Flood Control

Flood Control:

Normally, water released from the reservoir passes through the dam and into the river below by way of the powerplant. However, there are times when it is necessary to pass substantial quantities of water downstream quickly for flood control purposes. The spillway, located on top of the dam, contains 12 large gates, each 40 ft. by 35.5 ft., for the quick release of water from the lake. Water can be released at the rate of 5.8 million gallons* per minute with all floodgates open one foot (gates can be opened to five feet or more).

The concrete bucket at the toe of the spillway deflects the flow upward to dissipate its destructive energy and prevent erosion of the foundation. The training walls of the concrete structure at each end of the spillway direct the flow into the river channel below the dam.
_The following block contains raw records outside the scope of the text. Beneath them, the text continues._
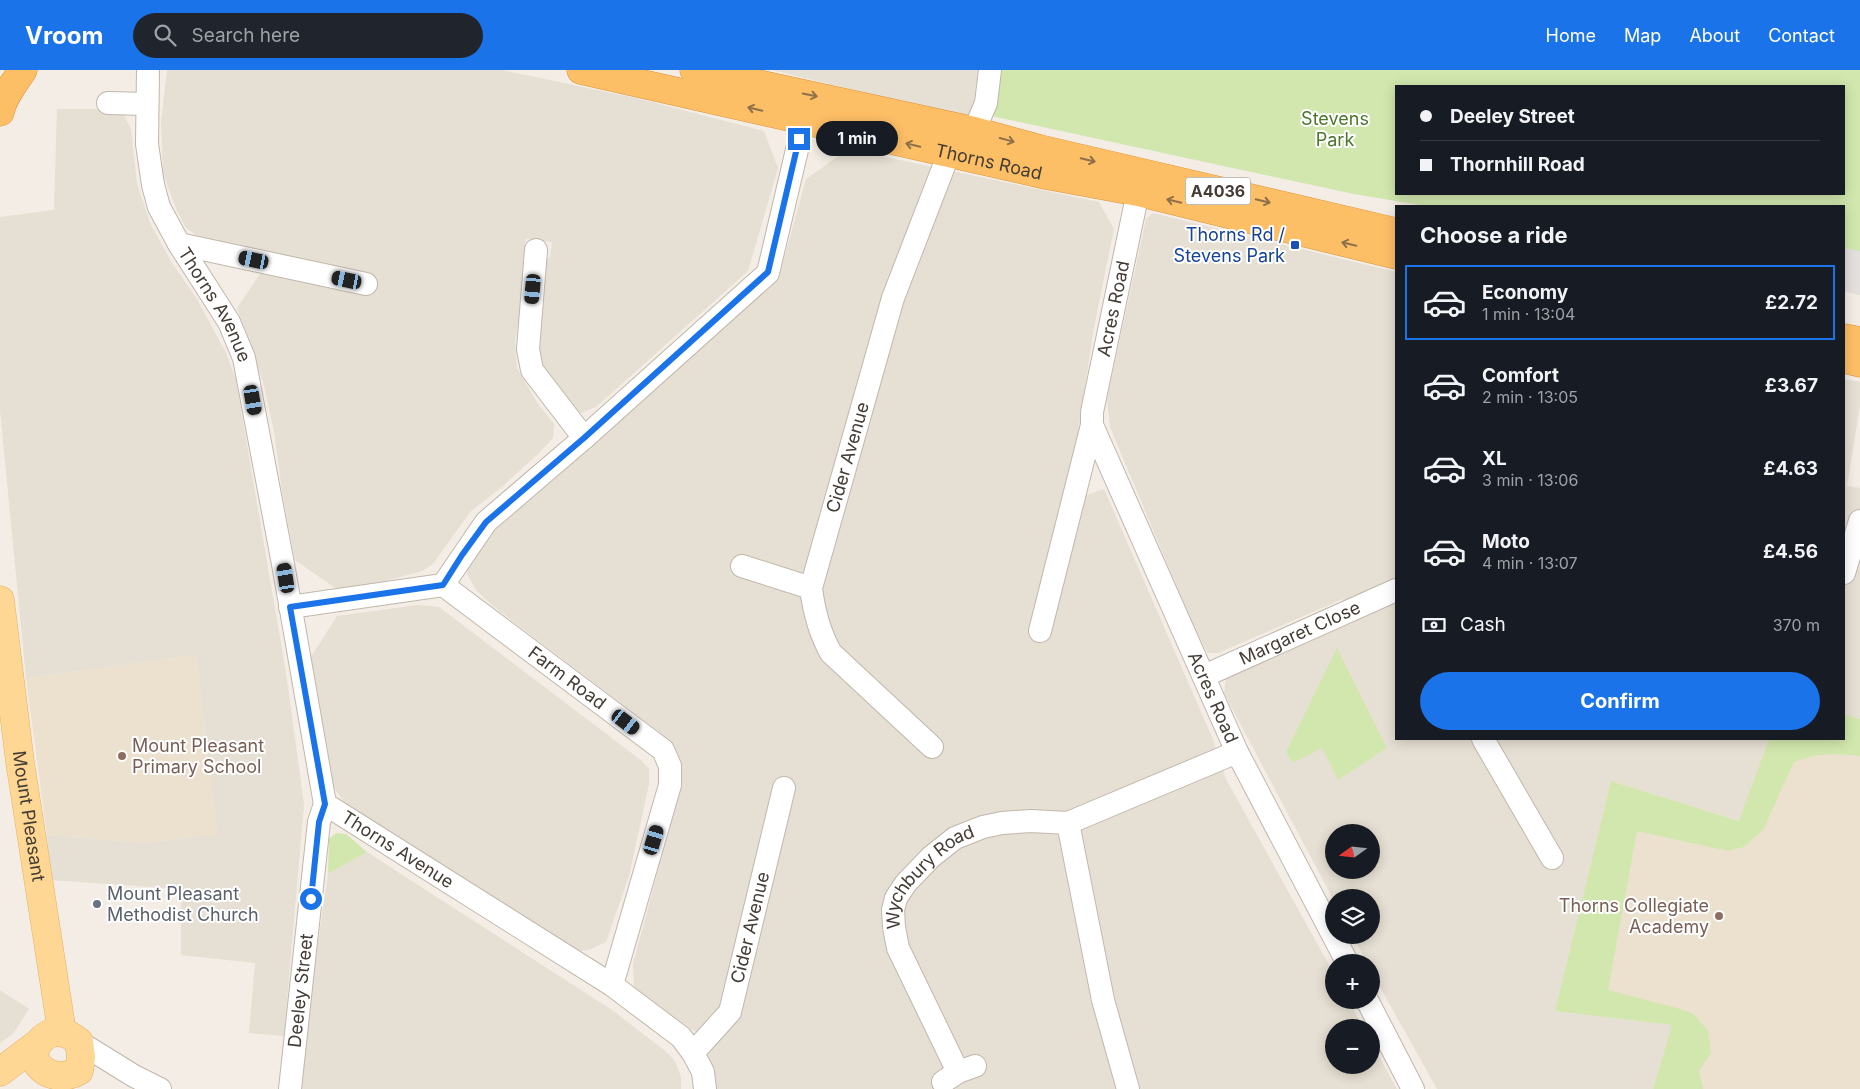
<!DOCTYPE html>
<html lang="en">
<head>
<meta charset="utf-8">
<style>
  body { margin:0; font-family:Inter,sans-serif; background:#20242c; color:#f1f3f6; height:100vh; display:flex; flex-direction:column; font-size:19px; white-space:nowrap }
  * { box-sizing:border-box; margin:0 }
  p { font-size:16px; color:#9ea1a6 }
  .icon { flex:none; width:28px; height:28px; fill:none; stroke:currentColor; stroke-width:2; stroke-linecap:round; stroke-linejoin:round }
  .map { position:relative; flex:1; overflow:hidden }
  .drawer { position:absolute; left:1395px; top:135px; width:450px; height:535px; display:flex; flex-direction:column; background:#171b24; border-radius:0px; box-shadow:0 2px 12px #0003 }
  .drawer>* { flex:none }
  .hud { position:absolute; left:1395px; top:15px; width:450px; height:110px; border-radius:0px; box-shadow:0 2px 12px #0003; display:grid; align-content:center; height:110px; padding:0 25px; background:#171b24 }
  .needle { width:32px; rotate:255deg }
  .fabs { position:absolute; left:1325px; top:754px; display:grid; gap:10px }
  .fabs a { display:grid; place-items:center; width:55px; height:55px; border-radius:50%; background:#171b24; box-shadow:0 2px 12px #0003; font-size:25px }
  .end { position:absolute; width:22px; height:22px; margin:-11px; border:6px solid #1a73e8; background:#fff; box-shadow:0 0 0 2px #fff }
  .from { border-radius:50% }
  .bubble { position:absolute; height:35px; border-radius:18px; background:#171b24; box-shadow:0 2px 12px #0003; font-size:16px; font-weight:700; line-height:35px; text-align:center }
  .car { position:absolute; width:15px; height:30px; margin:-15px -8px; border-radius:6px; box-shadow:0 0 4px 1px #0007; background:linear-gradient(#222 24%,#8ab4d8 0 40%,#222 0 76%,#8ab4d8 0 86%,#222 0) }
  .hud b { display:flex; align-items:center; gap:18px; height:48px; font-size:19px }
  .hud b+b { border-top:1px solid #363941 }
  .hud i { width:12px; height:12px; background:#f1f3f6 }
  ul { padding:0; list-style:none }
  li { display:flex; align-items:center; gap:15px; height:75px; margin:0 10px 8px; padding:0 15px; border:2px solid transparent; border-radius:0px }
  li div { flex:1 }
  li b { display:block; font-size:19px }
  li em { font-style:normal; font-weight:700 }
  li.current { border-color:#1a73e8 }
  li>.icon { width:45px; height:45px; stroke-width:1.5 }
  h2 { padding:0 25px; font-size:22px; line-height:60px }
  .pay { display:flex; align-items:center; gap:12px; height:55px; padding:0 25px; font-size:19px }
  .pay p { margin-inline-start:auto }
  .primary-button { display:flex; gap:10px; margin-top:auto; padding:10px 25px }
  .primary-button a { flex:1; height:58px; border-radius:30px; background:#1a73e8; color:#fff; font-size:20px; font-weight:700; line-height:58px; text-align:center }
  header { display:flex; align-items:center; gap:30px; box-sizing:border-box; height:70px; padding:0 25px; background:#1a73e8; color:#fff }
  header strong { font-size:24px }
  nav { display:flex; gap:28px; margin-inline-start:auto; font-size:18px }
  .search { width:350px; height:45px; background:#20242c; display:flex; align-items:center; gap:12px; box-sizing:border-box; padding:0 18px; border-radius:28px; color:#9ea1a6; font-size:19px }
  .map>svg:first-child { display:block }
</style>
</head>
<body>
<header>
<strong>Vroom</strong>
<div class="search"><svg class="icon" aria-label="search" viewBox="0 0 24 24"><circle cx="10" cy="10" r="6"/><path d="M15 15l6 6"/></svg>Search here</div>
<nav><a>Home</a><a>Map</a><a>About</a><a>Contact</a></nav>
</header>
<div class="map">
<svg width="1860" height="1019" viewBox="0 0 1860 1019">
  <rect width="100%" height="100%" fill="#f3ede5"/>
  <path fill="#e6dfd3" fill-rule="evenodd" d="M167,0H502L640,29L764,61L778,98L748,201L596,337L581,343L572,337L538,296L542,191L550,187L552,172L526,169L523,192L527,199L515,272L517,298L538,334L554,354L553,368L538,384L497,421L471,441L432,495L422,501L371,515L338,520L295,490L282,421L274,361L263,312L237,238L262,201L376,212L370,204L199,167L186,158L178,143L163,104L161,52Z
    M772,0H978L972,49Z
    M57,39H96L124,45L131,59L137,114L151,155L172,193L197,229L226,283L236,310L286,603L304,734L284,966L249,963L255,893L181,885V819L50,810L47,765L146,773L217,764L196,585L26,608L0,340V147L54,140Z
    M848,79L1099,132L1114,159L1094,257L1076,376L1081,427L1104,419L1212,667L1226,709L1334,904V930H1348L1363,957L1334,958V995H1371V972L1397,1019H716L715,1006L707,983L697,963L634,918L633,894L655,812L681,707L674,677L659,662L493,536L476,520L467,504L469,491L493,460L779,207L806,109Z
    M1153,143L1396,202V669H1769L1740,751L1611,711L1555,941L1672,955L1653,1019H1437L1371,901V892H1367L1352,865H1371V828H1334V831L1224,623L1226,608L1352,553L1343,529L1218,583H1208L1197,565L1110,357L1107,329L1146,149ZM1334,762H1371V800H1334Z
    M1844,309L1860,312V335L1847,416L1860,418V649L1844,644Z
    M418,535L439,537L642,691L649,699V714L629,806L606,872L589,880L580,881L434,793L345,733L334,718L311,587L337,546Z
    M367,782L612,940L664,980L675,991L681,1007V1019H297L328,804Z
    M0,920L29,939L13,964L0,973Z"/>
  <path fill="#ece1cf" d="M196,585L217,764L146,773L47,765L26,608Z
    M1844,644L1860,649V1019H1653L1672,955L1555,941L1611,711L1739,751L1769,669H1844Z"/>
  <path fill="#d2e7ae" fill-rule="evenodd" d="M996,0H1860V225L1844,221V136H1425L1354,124L991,46ZM1396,16H1844V124H1396Z
    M1337,578L1387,678L1338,710L1322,678L1293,693L1286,682Z
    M1844,644L1860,649V686C1836,683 1817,683 1794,692L1763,760L1744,777L1728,781L1637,761L1608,920L1677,938L1694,944L1708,961L1711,983L1699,1001L1703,1019H1653L1672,955L1555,941L1611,711L1739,751L1769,669H1844Z
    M336,763L346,764L367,782L328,804L329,769Z"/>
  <path fill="#e3e0dd" d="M1844,178L1860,181V225L1844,221Z"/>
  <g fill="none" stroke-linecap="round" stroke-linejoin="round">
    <defs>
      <g id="minor">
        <path id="s1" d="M148,0L147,74L153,115L159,137L179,174L229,252L244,288L283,494L325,734L612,915L681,967L693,983L703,1002L705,1019"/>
        <path d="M108,33L147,34"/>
        <path d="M974,61L986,33L990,0"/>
        <path d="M179,174L366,214"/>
        <path d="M536,180L528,279L532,300L584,368"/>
        <path id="s2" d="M1092,355L1237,682L1347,892"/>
        <path d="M742,496L811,518"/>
        <path d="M1844,503L1860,451"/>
        <path d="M443,515L486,452L584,368L768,203L804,50"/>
        <path id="s3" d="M443,515L663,680L670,696V715L612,915"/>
        <path d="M290,537L443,515"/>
        <path id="s4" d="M1040,561L1092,355V342L1138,122"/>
        <path id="s5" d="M1204,606L1396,520"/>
        <path d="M1483,669L1552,788"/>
        <path id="s6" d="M932,677L831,583C819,562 814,542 811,518L893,228L949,83"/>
        <path d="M1068,753L1103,930L1128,1019"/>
        <path d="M1367,930L1413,1019"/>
        <path d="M79,972L134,1006L160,1019"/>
        <path id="s7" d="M693,983L730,942L784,718"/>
        <path id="s8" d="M958,1002L898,878L894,857L893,840L896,828L906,813L931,787L955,768L983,757L1002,753L1031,751L1068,753L1237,682"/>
        <path d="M943,1012L958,1002L975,996"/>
        <path id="s9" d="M290,1019L319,752L325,734"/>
      </g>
      <g id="major">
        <path id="s10" d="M0,530L20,692L62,962"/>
        <path d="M53,962C65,962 71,965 79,972L81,987L79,1001C46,1019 13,981 53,962Z"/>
        <path d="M0,1002L37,974"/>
      </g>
      <g id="highway">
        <path id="s11" d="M581,0L1046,105L1138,122L1396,185"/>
        <path d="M694,0L974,61L1040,79L1396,162"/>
        <path d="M0,42C3,27 14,13 23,0"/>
        <path d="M1844,268L1860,271"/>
        <path d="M1844,289L1860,293"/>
      </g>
    </defs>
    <use href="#minor" stroke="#c1b7ab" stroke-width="24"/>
    <use href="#major" stroke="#e3b263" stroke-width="29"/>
    <use href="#highway" stroke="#dc9236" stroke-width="29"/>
    <use href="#minor" stroke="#fff" stroke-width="22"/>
    <use href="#major" stroke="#fdd793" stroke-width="28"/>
    <use href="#highway" stroke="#fdbf66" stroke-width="28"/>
  </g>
  <defs><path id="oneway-shaft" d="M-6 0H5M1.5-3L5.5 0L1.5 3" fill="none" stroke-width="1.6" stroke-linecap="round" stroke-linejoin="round" transform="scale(1.25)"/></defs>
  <g stroke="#8f7149">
    <use href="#oneway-shaft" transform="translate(810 25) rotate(12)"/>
    <use href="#oneway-shaft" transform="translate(755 39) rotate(-167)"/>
    <use href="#oneway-shaft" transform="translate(1007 70) rotate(15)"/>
    <use href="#oneway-shaft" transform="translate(913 75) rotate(-167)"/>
    <use href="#oneway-shaft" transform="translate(1088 90) rotate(13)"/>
    <use href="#oneway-shaft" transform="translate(1174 131) rotate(-166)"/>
    <use href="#oneway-shaft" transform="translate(1263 131) rotate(13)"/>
    <use href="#oneway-shaft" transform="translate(1349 174) rotate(-166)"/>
  </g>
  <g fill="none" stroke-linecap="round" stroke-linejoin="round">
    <path stroke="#1a73e8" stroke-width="6" d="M311,829L319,752L325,734L290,537L443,515L462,485L486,452L584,368L768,202L799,69"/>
  </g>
  <rect fill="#1a4fb4" stroke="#fff" stroke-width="2" x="1290" y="170" width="10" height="10" rx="2.5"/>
  <g fill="#8d6e63" stroke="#fff" stroke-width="2">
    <circle cx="122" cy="686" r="5"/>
    <circle cx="1719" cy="846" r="5"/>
  </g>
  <circle fill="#6b7280" stroke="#fff" stroke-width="2" cx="97" cy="834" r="5"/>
  <g text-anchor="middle" stroke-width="4" stroke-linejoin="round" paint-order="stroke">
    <rect fill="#fff" stroke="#7d7772" stroke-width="1" x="1185.5" y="107.5" width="65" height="27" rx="4"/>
    <g font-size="16" font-weight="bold" fill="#453d35">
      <text x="1218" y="127">A4036</text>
    </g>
    <g font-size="18" fill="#4c7629" stroke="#fff">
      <text x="1335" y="55">Stevens<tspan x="1335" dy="21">Park</tspan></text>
    </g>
    <g font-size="18" fill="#453d35" stroke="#fff">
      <text dy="6" stroke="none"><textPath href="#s11" startOffset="418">Thorns Road</textPath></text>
      <text dy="6" stroke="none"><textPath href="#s1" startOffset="251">Thorns Avenue</textPath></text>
      <text dy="6" stroke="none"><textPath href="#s4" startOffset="331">Acres Road</textPath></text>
      <text dy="6" stroke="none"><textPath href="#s6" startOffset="342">Cider Avenue</textPath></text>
      <text dy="6" stroke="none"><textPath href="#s5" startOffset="105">Margaret Close</textPath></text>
      <text dy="6" stroke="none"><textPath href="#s3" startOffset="155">Farm Road</textPath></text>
      <text dy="6" stroke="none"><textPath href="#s2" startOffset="298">Acres Road</textPath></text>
      <text dy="6" stroke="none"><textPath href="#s10" startOffset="218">Mount Pleasant</textPath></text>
      <text dy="6" stroke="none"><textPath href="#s1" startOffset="851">Thorns Avenue</textPath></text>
      <text dy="6" stroke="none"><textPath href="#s8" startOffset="225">Wychbury Road</textPath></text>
      <text dy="6" stroke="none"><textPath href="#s7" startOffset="142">Cider Avenue</textPath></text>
      <text dy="6" stroke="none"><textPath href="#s9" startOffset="99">Deeley Street</textPath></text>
    </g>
    <g font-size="18" fill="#164399" stroke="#fff" text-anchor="end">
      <text x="1285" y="171">Thorns Rd /<tspan x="1285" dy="21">Stevens Park</tspan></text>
    </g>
    <g font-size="18" fill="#785e54" stroke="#fff" text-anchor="start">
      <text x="132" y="682">Mount Pleasant<tspan x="132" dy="21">Primary School</tspan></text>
      <text x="1709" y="842" text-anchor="end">Thorns Collegiate<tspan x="1709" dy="21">Academy</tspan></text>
    </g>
    <g font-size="18" fill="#5b616d" stroke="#fff" text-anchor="start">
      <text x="107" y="830">Mount Pleasant<tspan x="107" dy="21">Methodist Church</tspan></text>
    </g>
  </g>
</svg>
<div class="fabs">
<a><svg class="needle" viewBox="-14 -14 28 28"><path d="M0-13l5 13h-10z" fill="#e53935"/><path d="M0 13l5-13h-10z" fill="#9ea1a6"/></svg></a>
<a><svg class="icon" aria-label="layers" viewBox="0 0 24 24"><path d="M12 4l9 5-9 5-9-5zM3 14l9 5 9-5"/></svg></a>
<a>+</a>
<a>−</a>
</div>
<i class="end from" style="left:311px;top:829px"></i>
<i class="end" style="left:799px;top:69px"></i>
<div class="bubble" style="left:816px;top:51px;width:82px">1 min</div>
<i class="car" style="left:254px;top:190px;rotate:282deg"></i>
<i class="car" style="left:347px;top:210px;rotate:282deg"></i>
<i class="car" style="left:533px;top:219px;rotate:185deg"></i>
<i class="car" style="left:253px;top:330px;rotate:170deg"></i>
<i class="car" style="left:286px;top:508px;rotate:351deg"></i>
<i class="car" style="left:626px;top:652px;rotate:127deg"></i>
<i class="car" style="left:654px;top:770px;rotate:17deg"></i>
<div class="hud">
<b><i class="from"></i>Deeley Street</b>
<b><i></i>Thornhill Road</b>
</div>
<section class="drawer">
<h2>Choose a ride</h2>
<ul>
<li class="current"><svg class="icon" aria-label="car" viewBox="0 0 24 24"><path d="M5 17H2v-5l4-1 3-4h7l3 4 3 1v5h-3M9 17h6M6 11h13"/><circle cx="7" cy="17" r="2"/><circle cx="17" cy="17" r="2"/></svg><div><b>Economy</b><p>1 min · 13:04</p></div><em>£2.72</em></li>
<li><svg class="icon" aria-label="car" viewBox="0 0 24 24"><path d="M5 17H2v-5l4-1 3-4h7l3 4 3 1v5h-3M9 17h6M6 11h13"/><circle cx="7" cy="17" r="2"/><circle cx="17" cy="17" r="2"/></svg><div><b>Comfort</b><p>2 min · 13:05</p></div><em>£3.67</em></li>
<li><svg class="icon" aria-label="car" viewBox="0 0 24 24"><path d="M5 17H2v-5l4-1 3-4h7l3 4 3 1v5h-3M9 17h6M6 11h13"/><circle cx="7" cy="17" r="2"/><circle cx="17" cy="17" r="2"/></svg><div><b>XL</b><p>3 min · 13:06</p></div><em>£4.63</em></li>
<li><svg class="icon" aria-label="car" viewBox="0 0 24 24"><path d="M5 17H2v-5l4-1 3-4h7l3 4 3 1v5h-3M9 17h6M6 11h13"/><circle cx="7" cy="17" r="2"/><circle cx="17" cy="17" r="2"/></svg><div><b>Moto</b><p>4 min · 13:07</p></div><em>£4.56</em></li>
</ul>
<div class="pay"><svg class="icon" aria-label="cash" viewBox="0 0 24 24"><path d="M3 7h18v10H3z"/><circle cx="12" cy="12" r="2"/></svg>Cash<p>370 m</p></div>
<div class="primary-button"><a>Confirm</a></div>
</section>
</div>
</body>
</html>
Water released through the floodgates cannot be used to generate electricity.

The floodgates at Hartwell Dam have been opened four times for flood control purposes – in 1964, 1994, 2013 and 2016. The three Corps-managed dams and lakes on the Savannah River have prevented over $40 million in flood damages since 1954.

*Figure based on lake elevation of 660 ft. msl.

Clemson Diversion Dams:

In addition to the main dam, two diversion dams were constructed from 1960 - 1961 to divert the flow of the Seneca River around Clemson University, preventing inundation of a large portion of Clemson property that was developed before the lake was created.

The construction of the diversion dams created an interior drainage area of 1,659 acres, with 125 acres being the Clemson bottoms or levied area. This required the construction of a pumping station to remove the water from this area and to control the elevation between 610’ and 614’. Water flowing into the basin comes from several sources:

  • Hunnicut Creek - a free flowing natural stream.
  • Old Seneca River Channel - several springs supply water to this channel.
  • Upper and Lower Diversion Dams - these have a continuous flow of seepage from the reservoir into the pumping station basin.
  • Storm water - from local rains.

The pumping station is equipped with two 40 HP vertical turbine electric pumps, with a pumping capacity of 2,000 gallons per minute (each). Under normal weather conditions with little or no rainfall, these two electric pumps will maintain the specified water level elevations of 610’ to 614’. The two emergency pumps are 30 ft. in diameter vertical turbine type pumps, with a capacity of 23,500 gallons per minute each. They are powered by D-398 caterpillar engines rated at 660 HP each.